Sydney Uni Students Receive Hoax Emails Saying Their Degrees Were Revoked

This week, Western Sydney University (WSU) students and alumni have received emails which falsely claimed to be WSU and declared degrees had been ‘revoked’.

WSU confirmed to The Guardian that the duplicitous email had been sent, but not by the university, and the police are involved.

“We are reaching out to inform people that the email is fraudulent and have informed NSW police,” a WSU spokesperson said in a statement. “As this is part of an ongoing police investigation, we are unable to provide further comment at this time. We sincerely apologise for any concern this may have caused.”

WSU have not yet confirmed how many emails were sent out, and it is currently unknown if any other universities have been affected.

Students criticise WSU’s cybersecurity

But students who did receive the email in question are speaking out online.

One student posted a screenshot of the email with the caption, “Revoke? Me? I graduated a decade ago. That certificate is was used as firestarter already……. But goodjob #WSU . You guys have always lacked so much security that kids these days can hack your Database by doing SQL injections.”

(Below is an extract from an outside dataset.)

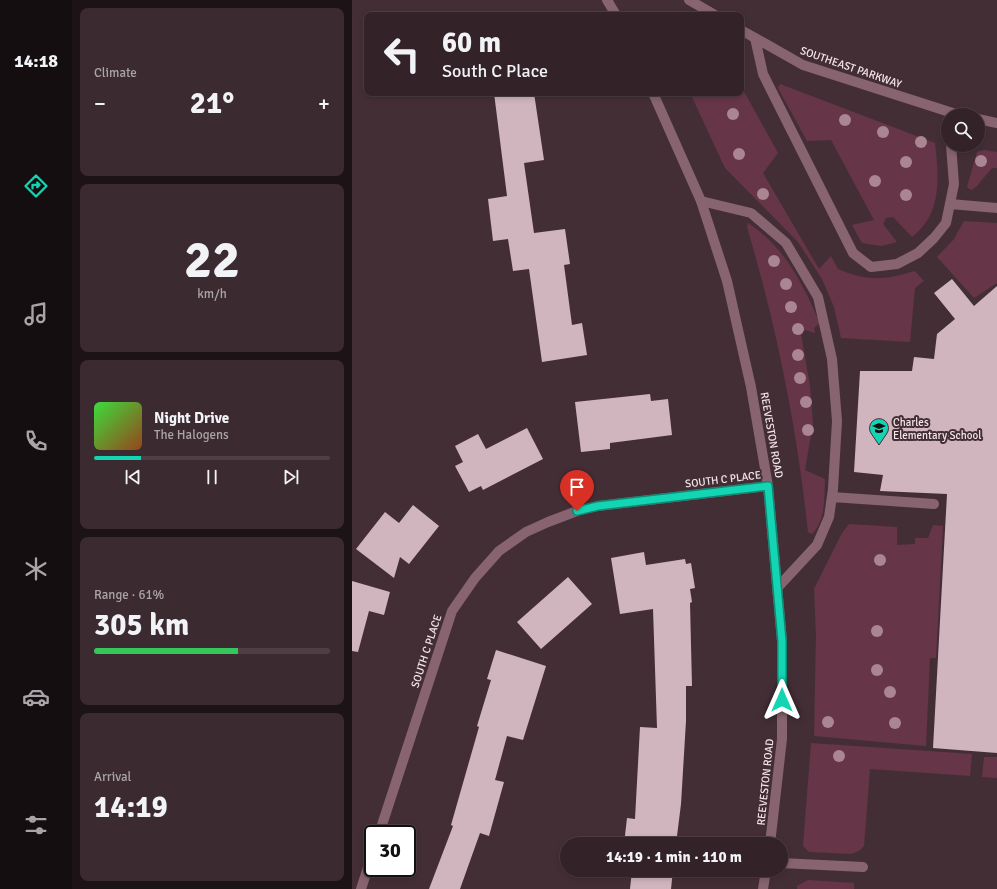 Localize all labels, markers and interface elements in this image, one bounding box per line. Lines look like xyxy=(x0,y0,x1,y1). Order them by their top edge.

The email screenshotted in the tweet reads:

“We regret to inform you that, following a thorough review, a decision has been made to permanently exclude you from any further study at Western Sydney University. As a result, any existing certificates or awards previously issued to you are hereby revoked.”

“This action has been taken in accordance with the Western Sydney University Act 1997, the Western Sydney University By-law 2017, and the relevant policies outlined on the Policy DDS platform.”

Revoke? Me? I graduated a decade ago. That certificate is was used as firestarter already……. But goodjob #WSU . You guys have always lacked so much security that kids these days can hack your Database by doing SQL injections. #emailhacking #cybersecurity #whatsecurity pic.twitter.com/i9gV3Hylp0

— Scrubz (@Scrubzoce) October 6, 2025

WSU past cybersecurity flaws

It is not clear whether the emails connect to any other past cybersecurity incidents, as WSU did not respond to City Hub‘s request for comment.

However, a former WSU student was arrested back in June, facing 20 charges for allegedly manipulating university systems to get discounted parking and modify her grades.  

The previous July, WSU issued a public statement, notifying students that unauthorised access to the IT network had been discovered in January and the university was undertaking “forensic investigations” to determine the full nature, scope and scale of the incident. The university notified approximately 7,500 individuals whose personal information was affected in the incident.